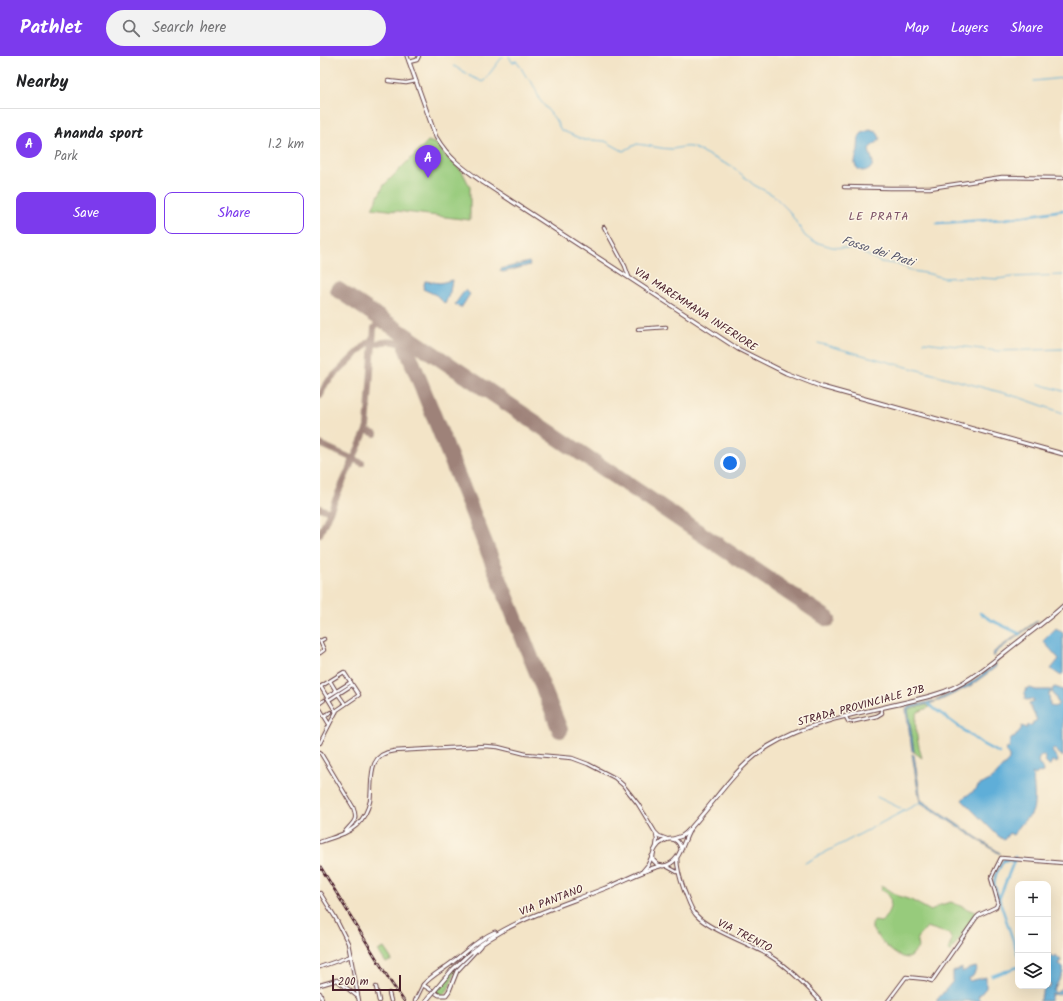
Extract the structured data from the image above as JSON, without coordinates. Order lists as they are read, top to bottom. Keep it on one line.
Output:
{"streets":{"main road":["VIA MAREMMANA INFERIORE","STRADA PROVINCIALE 27B","VIA PANTANO"],"street":["VIA TRENTO"]},"districts":["LE PRATA"],"water":["Fosso dei Prati"],"scale_bar":"200 m","page":{"header":"Pathlet","search":"Search here","nav":["Map","Layers","Share"],"heading":"Nearby","list":[{"mark":"A","name":"Ananda sport","note":"Park","value":"1.2 km"}],"pins":"A","buttons":["Save","Share"],"map_buttons":["+","−"],"scale":"200 m"}}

■ ■ ■

Would you output the full listing exactly as it stands, minus the images?

Extract the structured data from the image above as JSON, without coordinates. Order lists as they are read, top to bottom. Keep it on one line.
Output:
{"streets":{"main road":["VIA MAREMMANA INFERIORE","STRADA PROVINCIALE 27B","VIA PANTANO"],"street":["VIA TRENTO"]},"districts":["LE PRATA"],"water":["Fosso dei Prati"],"scale_bar":"200 m","page":{"header":"Pathlet","search":"Search here","nav":["Map","Layers","Share"],"heading":"Nearby","list":[{"mark":"A","name":"Ananda sport","note":"Park","value":"1.2 km"}],"pins":"A","buttons":["Save","Share"],"map_buttons":["+","−"],"scale":"200 m"}}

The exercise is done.